Иманд (26) - Анна (24)
Когда тебе 24, полное отсутствие любовного опыта - не добродетель, а проклятье. Времена целомудренных дев - к худу ли, к добру ли, давно канули в прошлое. И что делать тем, кто не канул вместе с ними?.. Раньше Анна не переживала. Любовь, втайне наполнявшая сердце, делала ее равнодушной к страстям, лежащим вне этого чувства. Невинность не тяготила ее.
Но теперь она с ужасом ощущает свою неподобающую возрасту «отсталость». Боится оказаться наедине с женихом, не зная, как вести себя с ним, когда он... И вдобавок терзается мыслью, что Иманд, не понимая причин ее скованности и «холодности», может счесть такое поведение оскорбительным.
Что станет думать мужчина о девушке, которая при малейшем проявлении чувств с его стороны, готова вырвать у него свою руку и сбежать? Что она - чокнутая? Или что он ей противен? Она должна сказать ему правду о себе, пока это не привело к мучительным недоразумениям между ними.
Анна пытается вообразить такой разговор. Ее охватывает стыд. Но разве она должна оправдываться? Нужно просто сказать ему: у меня ни с кем не было любовных отношений - и всё. Иманд вправе знать это о своей невесте. А она вправе рассчитывать на деликатность жениха. Конечно, он может бог знает что о ней подумать (кто знает, какие девушки встречались ему раньше)… Ну и пусть. Лишь бы не вздумал искать причины в себе.
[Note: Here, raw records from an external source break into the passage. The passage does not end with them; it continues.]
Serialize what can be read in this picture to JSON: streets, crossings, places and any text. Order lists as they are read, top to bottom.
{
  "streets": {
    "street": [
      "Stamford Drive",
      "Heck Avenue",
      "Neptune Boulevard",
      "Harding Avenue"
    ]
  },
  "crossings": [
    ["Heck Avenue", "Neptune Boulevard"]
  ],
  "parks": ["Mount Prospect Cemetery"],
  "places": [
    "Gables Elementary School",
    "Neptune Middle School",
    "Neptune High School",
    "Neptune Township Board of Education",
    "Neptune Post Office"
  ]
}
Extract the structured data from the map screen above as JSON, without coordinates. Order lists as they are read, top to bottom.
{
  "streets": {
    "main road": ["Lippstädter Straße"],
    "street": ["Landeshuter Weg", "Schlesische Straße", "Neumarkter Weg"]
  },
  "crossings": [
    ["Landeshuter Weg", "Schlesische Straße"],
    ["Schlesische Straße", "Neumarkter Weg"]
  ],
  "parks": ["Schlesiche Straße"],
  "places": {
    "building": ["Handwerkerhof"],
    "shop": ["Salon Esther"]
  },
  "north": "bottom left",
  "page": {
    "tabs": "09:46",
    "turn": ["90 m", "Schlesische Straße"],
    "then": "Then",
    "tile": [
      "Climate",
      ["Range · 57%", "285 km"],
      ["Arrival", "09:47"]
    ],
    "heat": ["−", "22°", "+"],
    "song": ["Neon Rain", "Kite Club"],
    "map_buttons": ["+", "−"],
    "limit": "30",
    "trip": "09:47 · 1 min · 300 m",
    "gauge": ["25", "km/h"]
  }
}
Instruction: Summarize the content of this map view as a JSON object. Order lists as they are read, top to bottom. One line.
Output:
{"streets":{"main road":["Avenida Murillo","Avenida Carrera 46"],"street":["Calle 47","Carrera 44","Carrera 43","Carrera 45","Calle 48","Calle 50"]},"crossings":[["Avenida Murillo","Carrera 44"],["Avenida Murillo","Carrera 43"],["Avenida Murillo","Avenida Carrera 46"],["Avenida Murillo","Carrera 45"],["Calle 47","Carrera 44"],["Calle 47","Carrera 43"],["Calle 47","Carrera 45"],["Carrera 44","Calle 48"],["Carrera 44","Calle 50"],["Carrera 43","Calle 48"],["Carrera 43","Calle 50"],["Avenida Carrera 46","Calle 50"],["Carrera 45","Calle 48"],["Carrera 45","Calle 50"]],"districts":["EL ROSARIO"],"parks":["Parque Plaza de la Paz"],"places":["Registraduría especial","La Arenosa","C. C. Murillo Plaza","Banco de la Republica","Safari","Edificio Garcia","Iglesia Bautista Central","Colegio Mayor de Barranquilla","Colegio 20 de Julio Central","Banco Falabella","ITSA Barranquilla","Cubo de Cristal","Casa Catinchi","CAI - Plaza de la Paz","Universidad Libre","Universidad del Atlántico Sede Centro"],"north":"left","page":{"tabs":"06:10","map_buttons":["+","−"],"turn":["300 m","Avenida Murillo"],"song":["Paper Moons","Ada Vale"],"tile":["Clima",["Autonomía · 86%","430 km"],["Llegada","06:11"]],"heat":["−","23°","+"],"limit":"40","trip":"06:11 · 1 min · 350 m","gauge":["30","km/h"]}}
- Мне нужно поговорить с тобой наедине, - сообщает Анна, когда встречается с ним на коктейле в Бёрнхольме, спустя несколько дней после памятного разговора о «половинках».
- Случилось что-то?
- Ровно ничего, - она безмятежно улыбается (люди смотрят!), - просто хочу сказать тебе одну вещь - про себя.
Он что-то быстро прикидывает в уме, говорит тихо:
- Давай незаметно уйдем после ужина. Приходи на пруд. Я возьму лодку и буду ждать тебя на причале.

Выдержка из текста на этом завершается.